In [1]:
import os
import pandas as pd
import numpy as np
from sklearn.ensemble import RandomForestClassifier
from sklearn.feature_selection import SelectFromModel
from sklearn.model_selection import cross_val_score
from IPython.display import display

In [2]:
os.environ['TF_CPP_MIN_LOG_LEVEL'] = '2' # Set logging level to WARNING

In [3]:
# File path
file_path = '../input/power_data.csv'

In [None]:
# Ensure export directory exists
os.makedirs(output_path, exist_ok=True)

In [4]:
# Load the input into memory using Pandas (for large dataset it's better to use Dask)
df = pd.read_csv(file_path)

In [5]:
# Specialized function for rolling median
def fill_missing_with_rolling_median(data, date_column, target_column, rolling_window_days):
    """
    Fills missing values in a target column using the median of a rolling window.

    Args:
        data (pd.DataFrame): The DataFrame containing the input.
        date_column (str): The column name for the datetime information.
        target_column (str): The column with missing values to fill.
        rolling_window_days (int): Number of days for the rolling window.

    Returns:
        pd.Series: A series with filled missing values.
    """
    # Convert date_column to datetime if not already
    if not np.issubdtype(data[date_column].dtype, np.datetime64):
        data[date_column] = pd.to_datetime(data[date_column])

    filled_column = data[target_column].copy()

    # Use rolling window with datetime-based indexing for efficiency
    rolling_window = f"{rolling_window_days}D"
    filled_column = filled_column.fillna(
        data.set_index(date_column)[target_column].rolling(rolling_window, min_periods=1).median()
    )

    return filled_column

In [6]:
# Handle missing values
def handle_missing_values(data, threshold=5, fill_method='median', rolling_window_days=90, date_column='date'):
    """
    Handles missing values in a DataFrame based on a specified threshold and filling method.

    Args:
    input (pd.DataFrame): The DataFrame to process.
    threshold (float): Percentage threshold to decide whether to fill or drop columns.
    fill_method (str): Method to fill missing values ('mean', 'median', or 'rolling_median').
    rolling_window_days (int): Rolling window size in days (used only if fill_method='rolling_median').
    date_column (str): The column name containing datetime information.

    Returns:
    tuple: (Processed DataFrame, DataFrame of results for tabulation)
    """
    total_rows = len(data)
    results = []  # Store results for tabulation

    for column in data.columns:
        missing_count = data[column].isna().sum()
        missing_percentage = (missing_count / total_rows) * 100

        if missing_percentage == 0:
            results.append({
                "Column": column,
                "Missing Count": missing_count,
                "Missing Percentage": missing_percentage,
                "Action": "No Missing Values"
            })
            continue  # No missing values to handle

        action = ""

        if missing_percentage < threshold:
            if fill_method == 'mean':
                fill_value = data[column].mean()
                data[column] = data[column].fillna(fill_value)
                action = f"Filled with mean ({fill_value:.2f})"
            elif fill_method == 'median':
                fill_value = data[column].median()
                data[column] = data[column].fillna(fill_value)
                action = f"Filled with median ({fill_value:.2f})"
            elif fill_method == 'rolling_median':
                # Use rolling median strategy
                data[column] = fill_missing_with_rolling_median(data, date_column, column, rolling_window_days)
                action = f"Filled with rolling median (window={rolling_window_days} days)"
            else:
                raise ValueError("Invalid fill method.
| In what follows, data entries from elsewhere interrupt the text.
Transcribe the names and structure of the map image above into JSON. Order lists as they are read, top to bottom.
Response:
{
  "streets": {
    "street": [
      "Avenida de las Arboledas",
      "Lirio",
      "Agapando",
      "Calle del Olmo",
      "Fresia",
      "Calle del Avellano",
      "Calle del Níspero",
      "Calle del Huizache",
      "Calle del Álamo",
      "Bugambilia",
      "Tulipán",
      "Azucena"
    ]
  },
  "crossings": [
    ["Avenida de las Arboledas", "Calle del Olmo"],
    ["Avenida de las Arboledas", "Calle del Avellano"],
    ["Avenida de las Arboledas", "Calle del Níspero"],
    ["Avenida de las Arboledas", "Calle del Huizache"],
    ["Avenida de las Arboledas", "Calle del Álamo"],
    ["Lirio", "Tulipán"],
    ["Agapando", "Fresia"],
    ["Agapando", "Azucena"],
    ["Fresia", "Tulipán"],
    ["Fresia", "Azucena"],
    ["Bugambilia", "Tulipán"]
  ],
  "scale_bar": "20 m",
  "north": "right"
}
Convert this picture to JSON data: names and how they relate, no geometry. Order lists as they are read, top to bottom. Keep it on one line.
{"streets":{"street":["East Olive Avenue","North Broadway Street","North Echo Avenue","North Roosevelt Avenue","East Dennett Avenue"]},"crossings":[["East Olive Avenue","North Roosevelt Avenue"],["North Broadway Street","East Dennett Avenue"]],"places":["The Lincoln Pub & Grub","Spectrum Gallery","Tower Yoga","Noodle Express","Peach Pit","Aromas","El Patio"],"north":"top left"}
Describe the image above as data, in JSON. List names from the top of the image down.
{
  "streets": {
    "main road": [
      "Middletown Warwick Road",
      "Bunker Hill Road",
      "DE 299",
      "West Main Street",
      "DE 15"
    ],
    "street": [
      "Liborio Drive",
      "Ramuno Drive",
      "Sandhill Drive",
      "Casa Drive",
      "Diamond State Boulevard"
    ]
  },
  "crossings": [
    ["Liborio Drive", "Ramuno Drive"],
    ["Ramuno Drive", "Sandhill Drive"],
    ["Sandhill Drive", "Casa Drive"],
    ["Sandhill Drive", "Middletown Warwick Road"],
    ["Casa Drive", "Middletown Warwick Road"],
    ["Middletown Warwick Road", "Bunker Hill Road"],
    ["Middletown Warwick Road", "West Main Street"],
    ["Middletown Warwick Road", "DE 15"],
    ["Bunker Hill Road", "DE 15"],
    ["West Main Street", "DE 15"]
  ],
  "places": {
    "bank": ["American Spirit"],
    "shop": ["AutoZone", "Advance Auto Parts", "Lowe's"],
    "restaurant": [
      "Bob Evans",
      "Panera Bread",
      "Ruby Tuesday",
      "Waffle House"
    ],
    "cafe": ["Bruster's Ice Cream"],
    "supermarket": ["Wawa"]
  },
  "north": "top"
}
Choose 'mean', 'median', or 'rolling_median'.")
        else:
            # Drop the column if missing percentage is above the threshold
            data.drop(columns=[column], inplace=True)
            action = f"Dropped (missing > {threshold}%)"

        results.append({
            "Column": column,
            "Missing Count": missing_count,
            "Missing Percentage": missing_percentage,
            "Action": action
        })

    results_df = pd.DataFrame(results)
    return data, results_df

In [7]:
# Drop unnecessary columns
columns_to_drop = ['symbol', 'token', 'hour', 'day']
df = df.drop(columns=columns_to_drop, errors='ignore')

In [8]:
# Convert 'date' to datetime and extract useful features
if 'date' in df.columns:
    df['date'] = pd.to_datetime(df['date'])
    df['hour'] = df['date'].dt.hour  # Extract hour of the day
    df['day_of_week'] = df['date'].dt.dayofweek  # Extract day of the week (0=Monday, 6=Sunday)
    df['date'] = df['date'].astype('int64') / 10**9  # Convert to timestamp

In [9]:
df, missing_report = handle_missing_values(df)
print("Missing values in the dataset")
display(missing_report)

Missing values in the dataset


Unnamed: 0,Column,Missing Count,Missing Percentage,Action
0,date,0,0.0,No Missing Values
1,open,0,0.0,No Missing Values
2,high,0,0.0,No Missing Values
3,low,0,0.0,No Missing Values
4,close,0,0.0,No Missing Values
5,Volume USDT,0,0.0,No Missing Values
6,tradecount,0,0.0,No Missing Values
7,ema_5,0,0.0,No Missing Values
8,ema_15,0,0.0,No Missing Values
9,ema_30,0,0.0,No Missing Values


In [10]:
# Ensure essential columns are present before feature engineering
required_columns = ['open', 'close', 'Volume USDT', 'tradecount', 'high', 'low']
missing_columns = [col for col in required_columns if col not in df.columns]
if missing_columns:
    raise KeyError(f"Missing required columns for feature engineering: {missing_columns}")

In [11]:
# Create the 'price' column as the row-wise median of 'open', 'close', 'high', and 'low'
df['price'] = df[['open', 'close', 'high', 'low']].median(axis=1)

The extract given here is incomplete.